[What you have to do]
Identify all lines in the data containing the string "Keep". Copy them out.

-------- Material provided --------

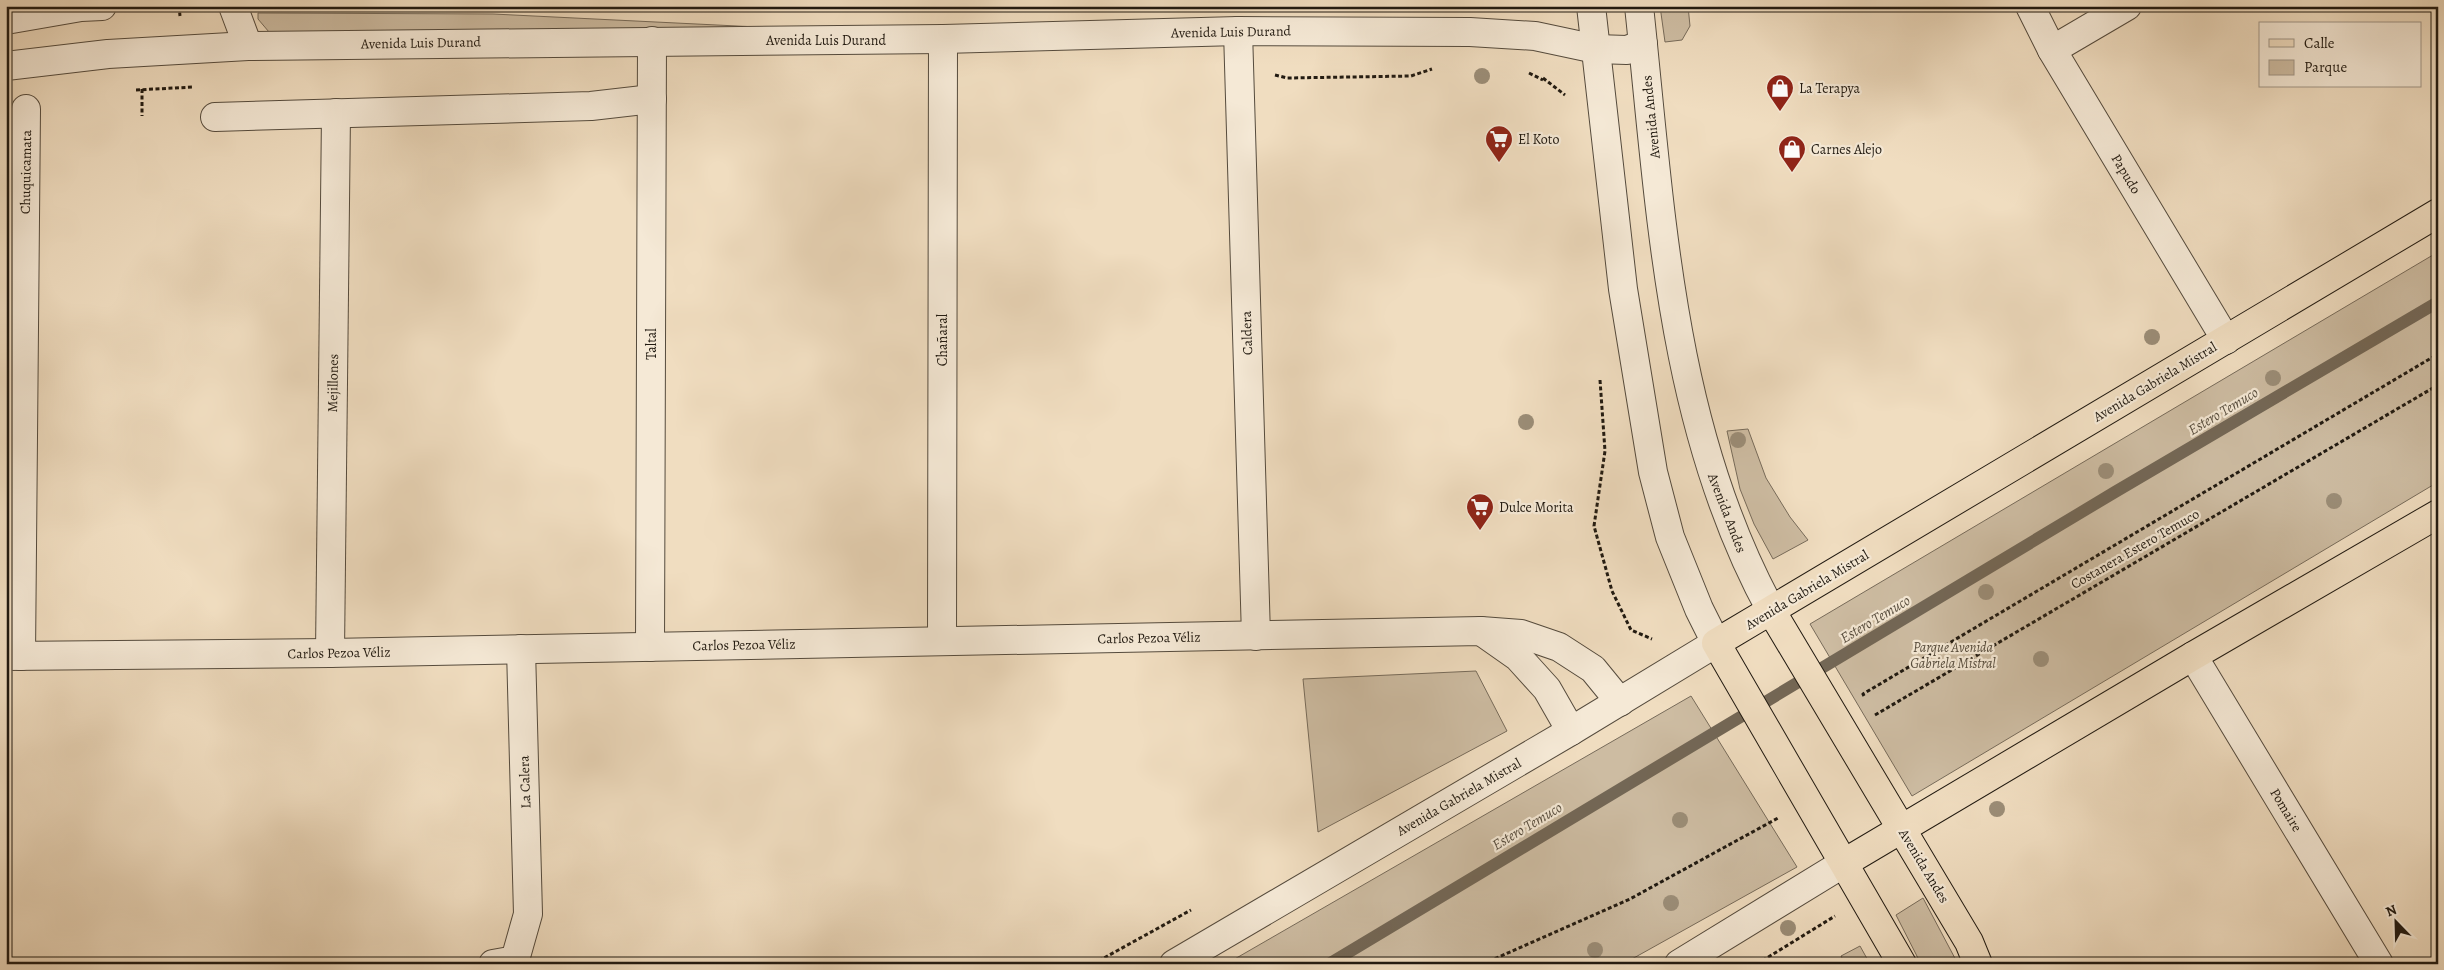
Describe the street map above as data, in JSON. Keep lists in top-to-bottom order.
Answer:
{
  "streets": {
    "main road": ["Avenida Andes", "Avenida Gabriela Mistral"],
    "street": [
      "Avenida Luis Durand",
      "Chuquicamata",
      "Papudo",
      "Caldera",
      "Chañaral",
      "Taltal",
      "Mejillones",
      "Carlos Pezoa Véliz",
      "La Calera",
      "Pomaire"
    ],
    "path": ["Costanera Estero Temuco"]
  },
  "crossings": [
    ["Avenida Luis Durand", "Avenida Andes"],
    ["Avenida Luis Durand", "Caldera"],
    ["Avenida Luis Durand", "Chañaral"],
    ["Avenida Luis Durand", "Taltal"],
    ["Avenida Andes", "Avenida Gabriela Mistral"],
    ["Avenida Andes", "Costanera Estero Temuco"],
    ["Chuquicamata", "Carlos Pezoa Véliz"],
    ["Papudo", "Avenida Gabriela Mistral"],
    ["Caldera", "Carlos Pezoa Véliz"],
    ["Chañaral", "Carlos Pezoa Véliz"],
    ["Taltal", "Carlos Pezoa Véliz"],
    ["Avenida Gabriela Mistral", "Carlos Pezoa Véliz"],
    ["Mejillones", "Carlos Pezoa Véliz"],
    ["Carlos Pezoa Véliz", "La Calera"]
  ],
  "water": ["Estero Temuco"],
  "parks": ["Parque Avenida Gabriela Mistral"],
  "places": {
    "shop": ["La Terapya", "Carnes Alejo"],
    "supermarket": ["El Koto", "Dulce Morita"]
  },
  "legend": ["Calle", "Parque"],
  "north": "top left"
}
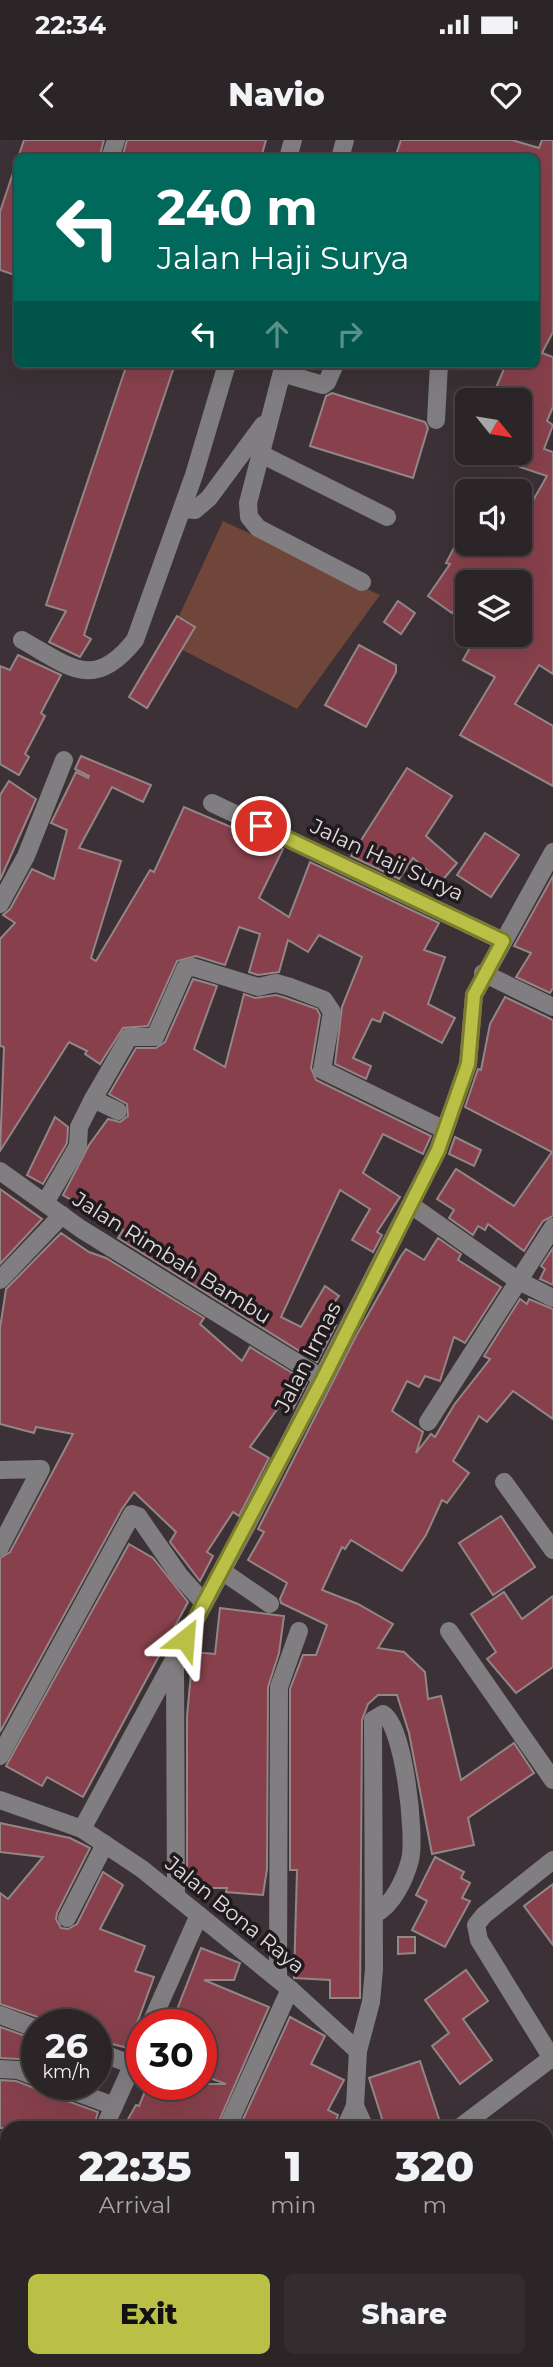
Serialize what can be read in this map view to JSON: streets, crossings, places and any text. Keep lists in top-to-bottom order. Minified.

--------

[Expected answer]
Describe the street map above as data, in JSON. Keep lists in top-to-bottom order.
Serialize what can be read in this map view to JSON: streets, crossings, places and any text. Keep lists in top-to-bottom order. Minified.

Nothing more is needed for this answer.